LGV : Coup d'envoi du chantier en juillet 2012
# Investissement

LGV : Coup d'envoi du chantier en juillet 2012

Les travaux préparatoires de la future ligne grande vitesse Paris - Rennes débutent cet été. 214 kilomètres de voies nouvelles seront posés pour un montant de 3,3Mds€.

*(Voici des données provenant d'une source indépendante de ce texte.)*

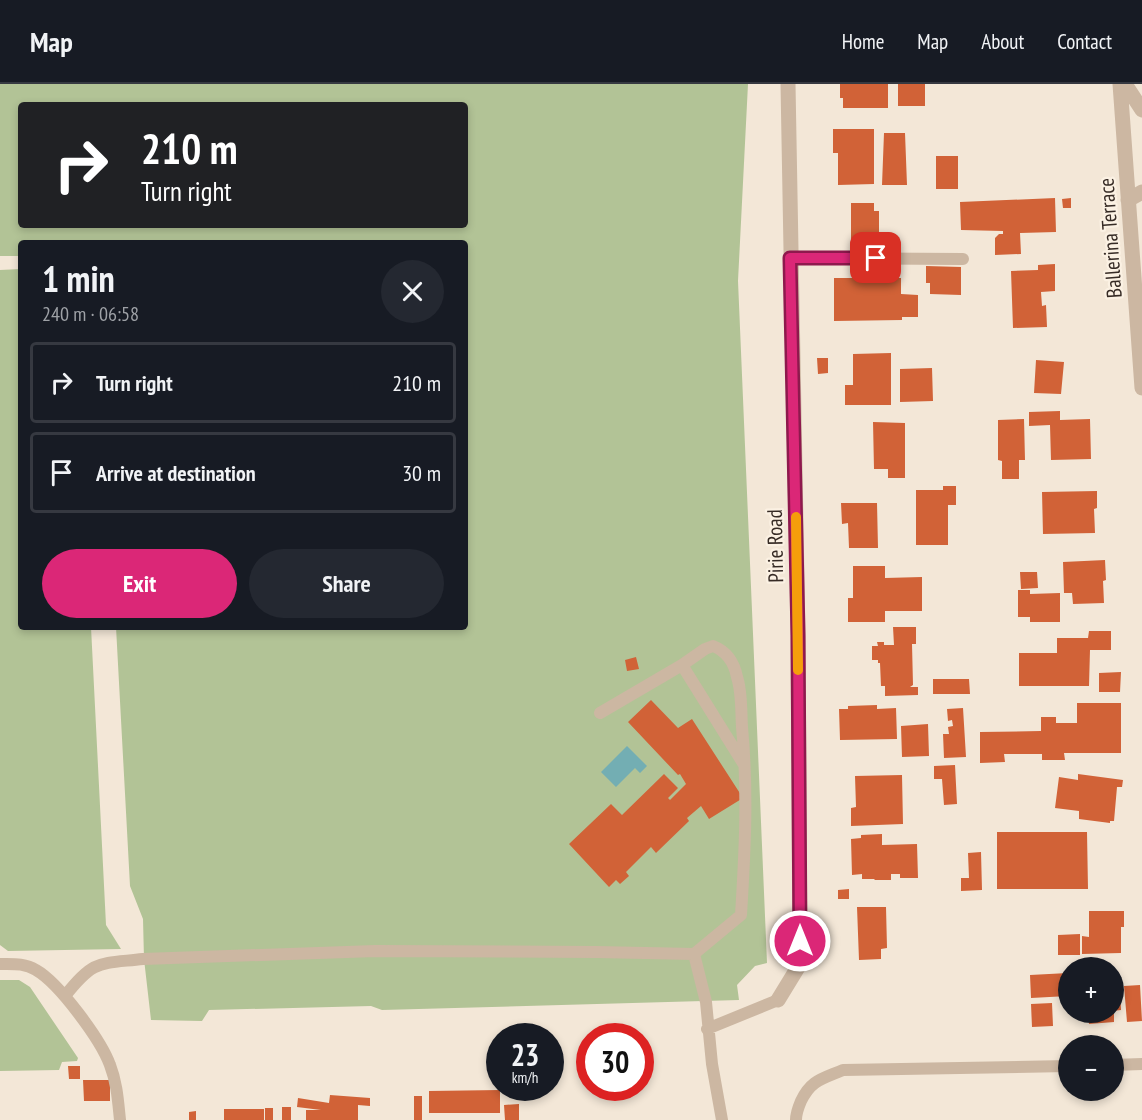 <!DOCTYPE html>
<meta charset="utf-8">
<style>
:root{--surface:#171b24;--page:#242831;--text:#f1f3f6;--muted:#9ea1a6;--line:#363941;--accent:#db2777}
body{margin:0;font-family:"PT Sans Narrow",sans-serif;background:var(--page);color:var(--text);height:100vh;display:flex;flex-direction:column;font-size:22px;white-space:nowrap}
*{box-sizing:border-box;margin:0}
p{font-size:20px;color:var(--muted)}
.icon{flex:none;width:33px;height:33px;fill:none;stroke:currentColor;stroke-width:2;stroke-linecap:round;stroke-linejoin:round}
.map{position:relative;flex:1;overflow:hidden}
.drawer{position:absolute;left:18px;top:156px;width:450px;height:390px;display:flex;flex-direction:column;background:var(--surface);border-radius:6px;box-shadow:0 3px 9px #0003}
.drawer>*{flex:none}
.guide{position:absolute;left:18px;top:18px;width:450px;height:126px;border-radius:6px;box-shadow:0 3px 9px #0003;background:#202124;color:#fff;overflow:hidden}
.tools{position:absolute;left:1058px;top:873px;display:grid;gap:12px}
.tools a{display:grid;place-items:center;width:66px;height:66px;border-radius:50%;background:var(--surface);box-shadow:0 3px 9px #0003;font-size:30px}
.speed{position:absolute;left:486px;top:939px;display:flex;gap:12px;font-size:30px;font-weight:700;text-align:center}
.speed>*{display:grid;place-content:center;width:78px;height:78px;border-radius:50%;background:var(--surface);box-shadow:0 3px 9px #0003;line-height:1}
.speed small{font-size:15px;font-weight:400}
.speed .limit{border:9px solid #d22;background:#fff;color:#111}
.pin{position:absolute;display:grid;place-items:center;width:51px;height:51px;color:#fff;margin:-26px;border-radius:12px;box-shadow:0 3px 9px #0006}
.me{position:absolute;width:66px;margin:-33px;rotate:0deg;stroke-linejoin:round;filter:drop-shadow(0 0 4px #0008)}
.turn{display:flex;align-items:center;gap:21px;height:126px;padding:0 24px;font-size:27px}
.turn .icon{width:78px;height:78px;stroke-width:2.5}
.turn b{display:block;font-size:42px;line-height:51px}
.round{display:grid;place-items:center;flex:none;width:63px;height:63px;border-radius:32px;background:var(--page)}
.summary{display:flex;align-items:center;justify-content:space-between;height:102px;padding:0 24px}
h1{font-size:36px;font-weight:800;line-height:45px}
.button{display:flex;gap:12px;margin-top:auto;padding:12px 24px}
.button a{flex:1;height:69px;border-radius:36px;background:var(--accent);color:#fff;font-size:24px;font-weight:800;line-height:69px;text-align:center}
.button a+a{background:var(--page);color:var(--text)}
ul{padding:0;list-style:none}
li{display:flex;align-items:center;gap:18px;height:81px;margin:0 12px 9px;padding:0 12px;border:3px solid var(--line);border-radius:6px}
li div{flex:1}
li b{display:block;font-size:22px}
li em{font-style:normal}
header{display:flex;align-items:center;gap:36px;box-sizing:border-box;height:84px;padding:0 30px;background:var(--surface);border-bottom:2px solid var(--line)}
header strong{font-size:28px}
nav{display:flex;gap:33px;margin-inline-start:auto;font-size:21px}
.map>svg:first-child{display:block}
</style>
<header>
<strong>Map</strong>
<nav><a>Home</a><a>Map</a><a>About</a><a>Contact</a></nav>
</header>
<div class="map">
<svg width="1142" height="1036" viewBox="0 0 1142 1036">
<rect width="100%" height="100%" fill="#f3e7d7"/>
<path fill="#b2c396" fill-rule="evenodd" d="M0,0H748L738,197L767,879L755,882L737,901L739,916L382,926L371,922L209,926L202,937L151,936L144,875L143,835L130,802L116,543H465V159H21V172H0ZM21,21H465V141H21Z
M21,185V543H91L106,841L121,865L8,867L0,861V186Z
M0,896H19L30,903L78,974L77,977L62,978L59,986L0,987Z"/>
<path fill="#73aeb3" d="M627,662L647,682L640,689L635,684L616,703L601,688Z"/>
<path fill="#d16237" d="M840,0H888V24H843V14H840Z
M898,0H925V22H898Z
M833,45H874V100L838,101V69H833Z
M884,49H905L907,101H882Z
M936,72H958V105H936Z
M1055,114L1056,148L1020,149L1021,170L995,171V154L999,150H1003V147L961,146L960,118Z
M1071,114V124H1063L1062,115Z
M851,119H874V127H879V168H851Z
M1055,180V207L1041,208L1042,222L1046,221L1047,243L1013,244L1011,187L1038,186V181Z
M926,182L961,183V211L930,210V199H926Z
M834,194H901V210L918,211V233H902V236L834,237Z
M891,269V321H845V301H853V270Z
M817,274H828V289L818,290Z
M1036,276L1064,278L1061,310L1034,309Z
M932,284L933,317L900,318V285Z
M1060,327V336L1090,335L1091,375L1051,376L1050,341L1029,342V328Z
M1024,335L1025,376H1019V395H1002V377L998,376V336Z
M873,338L905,339V394H888V385H874Z
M943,402H956V421H948V461H916V406H943Z
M1097,407V424L1094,425L1095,449L1043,450L1042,408Z
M841,419H877L878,464H849L848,439L842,440Z
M1105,476L1106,496L1103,497L1104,519L1073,520L1072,509H1064L1063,478Z
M853,482H885V494L922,493V527H885V538H848V514H853Z
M1020,488H1037L1038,504L1021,505Z
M1018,506H1030V510L1060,509V538H1030V533H1018Z
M893,543H916V560H912L913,601L910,603H918V611L885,612V602H881L880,579H878V576H872V562H878L877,558H884V561H894Z
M1089,547H1111V566H1090L1089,602H1019V569H1057V554H1088Z
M636,573L639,585L627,587L625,576Z
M1121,588L1120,608H1099V589Z
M933,595H969L970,610H933Z
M651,616L678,644L692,635L743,714L709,735L701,722L687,734L689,737L656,769L651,763L626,788L629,792L620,800L616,796L609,803L569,760L611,720L622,731L664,690L678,704L668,714L670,716L686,700L680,690L678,691L628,638Z
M1077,619H1121V669H1064L1065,676H1042V670H1004L1005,678L980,679V648L1041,647V633H1056V639H1077Z
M877,621V625L896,624L897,655L840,656L839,625H848V622Z
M963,624L966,673L944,674L943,650H949L948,643L953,642L952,636L948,637L947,625Z
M928,640L929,672L902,673L901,642Z
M955,681L957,720L944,721L942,695H934V682Z
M1078,690L1123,696L1122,703H1117L1114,737H1110V739L1079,735V727L1055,724L1059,693L1078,696Z
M902,691L903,740L851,742V724L856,723L855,692Z
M997,748H1087L1088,805H997Z
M882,750V761L917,760L918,794H900V790H891V796H875L874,795H862V790L852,791L851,755L861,754V751Z
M981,768L982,806L961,807V794H969L968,769Z
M849,805V815H838V806Z
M857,823H886L887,864L881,865V875L859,876Z
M1089,827H1124V843H1121V869L1082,870V852L1089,853Z
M1080,850V871H1058V851Z
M1068,889V912L1031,914L1030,891Z
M1113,889H1119L1121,926L1113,927Z
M1140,901L1142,937L1127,938L1124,902Z
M1052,919L1053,942L1032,943L1031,920Z
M1088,928H1114V938L1089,940Z
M68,982H80V995H69Z
M83,996H110V1017H84Z
M500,1006V1029H429V1007Z
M330,1011L370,1014V1022L358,1021V1036H306V1026H321L297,1023L298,1014L329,1019Z
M414,1012H422V1036H414Z
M519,1020V1036H505L504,1021Z
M282,1023H291V1036H282Z
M265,1024H273V1036H265Z
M224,1025H264V1036H224Z
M196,1027V1036H189V1028Z"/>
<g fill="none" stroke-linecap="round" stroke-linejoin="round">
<path stroke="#ccb7a2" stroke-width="12" d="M790,174L963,175
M682,581L743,679
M600,629L682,581L705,565L713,562C726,567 734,578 737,593C742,608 741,627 742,643C748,708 745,766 741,831L694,870
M0,880C13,880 25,879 36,886C59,899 101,956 110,981C117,999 118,1017 120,1036
M65,912C94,875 99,880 143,875L375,867L596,868L694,870L706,918L712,980L722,1036
M707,945L778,916
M1113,981L1142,980
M796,1036C796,1029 798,1024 801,1017C811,996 822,995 843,986L1068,982"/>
<path stroke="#ccb7a2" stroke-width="15" d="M1120,0L1142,304
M1125,0L1142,26
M1128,116L1142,108
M778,916L800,880L798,551L788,0"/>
</g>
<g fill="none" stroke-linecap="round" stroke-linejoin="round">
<g stroke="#8e194d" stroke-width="15">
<path id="route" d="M800,857L798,551L790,174H876"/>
</g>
<use href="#route" stroke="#db2777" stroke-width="10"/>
<path stroke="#f59e0b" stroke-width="10" d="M796,433L798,586"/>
</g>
<g text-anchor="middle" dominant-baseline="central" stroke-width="4.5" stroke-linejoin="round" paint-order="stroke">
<g font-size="21" fill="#362b25" stroke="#fbf1e3">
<text transform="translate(1110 154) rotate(-94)">Ballerina Terrace</text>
<text transform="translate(775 462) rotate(-91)">Pirie Road</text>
</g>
</g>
</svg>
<div class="tools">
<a>+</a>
<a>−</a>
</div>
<div class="speed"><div>23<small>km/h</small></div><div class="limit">30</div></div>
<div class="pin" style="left:876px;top:174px;background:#d93025"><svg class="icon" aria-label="arrive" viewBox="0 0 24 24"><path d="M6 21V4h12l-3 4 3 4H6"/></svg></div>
<svg class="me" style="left:800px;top:857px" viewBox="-20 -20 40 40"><circle r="17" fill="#db2777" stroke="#fff" stroke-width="3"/><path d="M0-11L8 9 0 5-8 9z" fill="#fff"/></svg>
<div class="guide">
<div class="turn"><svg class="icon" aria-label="right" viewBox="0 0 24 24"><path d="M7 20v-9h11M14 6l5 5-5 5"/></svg><div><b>210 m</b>Turn right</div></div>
</div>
<section class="drawer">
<div class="summary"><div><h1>1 min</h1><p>240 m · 06:58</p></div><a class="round"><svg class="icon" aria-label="close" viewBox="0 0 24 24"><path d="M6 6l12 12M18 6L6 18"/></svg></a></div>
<ul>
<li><svg class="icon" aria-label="right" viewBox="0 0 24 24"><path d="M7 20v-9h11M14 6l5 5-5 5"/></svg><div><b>Turn right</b></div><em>210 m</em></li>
<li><svg class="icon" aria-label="arrive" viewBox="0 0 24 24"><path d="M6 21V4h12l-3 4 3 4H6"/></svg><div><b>Arrive at destination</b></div><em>30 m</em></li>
</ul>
<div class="button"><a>Exit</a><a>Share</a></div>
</section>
</div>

C'est le grand chantier des quatre prochaines années dans la région. La construction de ligne à grande vitesse (LGV) Bretagne - Pays de la Loire visant à ramener le trajet entre Paris et Rennes à moins d'une heure trente, nécessite en effet la création de 214 kilomètres de voies, dont 32 de raccordements aux lignes existantes. Faisant l'objet d'un partenariat public-privé entre Réseau Ferré de France (RFF) et Eiffage Rail Express (ERE), le projet représente un investissement de 3,3Mds€ dont 1,85Mds€ pris en charge par les régions Bretagne et Pays de la Loire, ainsi que par les collectivités locales des quatre départements bretons. Le contrat signé en août prévoit également que la maintenance et l'entretien de la LGV reviennent à Eiffage, pour une durée de 25 ans.






Livraison en 2016

Avant de lancer la phase génie civil qui prendra fin à l'été 2015, les travaux préparatoires s'étalent de juillet à décembre de cette année. La livraison de la ligne étant prévue à l'automne 2016. «Le tracé sarthois a quelques particularités. Déjà, le contournement nord duMans sera ouvert au fret, alors qu'il n'existe pas de LGV mixte en France. Ensuite, les 3,6 kilomètres de la virgule de Sablé-sur-Sarthe qui permettront la mise en place de liaisons TER, notamment depuis Angers, sur la nouvelle ligne», détaille Marc Legrand, président d'Eiffage Rail Express. Et avec trois lots de travaux sur les sept que compte la ligne, la Sarthe offre quelques beaux challenges d'aménagements. «La LGV devra franchir l'A 81, l'A 28 et l'A 11. Il y aura aussi quelques "sauts de mouton" au-dessus des lignes TGV existantes», précise le directeur des travaux Patrick Charlon. Sur la centaine d'ouvrages d'art prévue dans le département, deux grands viaducs seront également construits, d'une longueur de 450 et 350 mètres. Les plus longs de la ligne.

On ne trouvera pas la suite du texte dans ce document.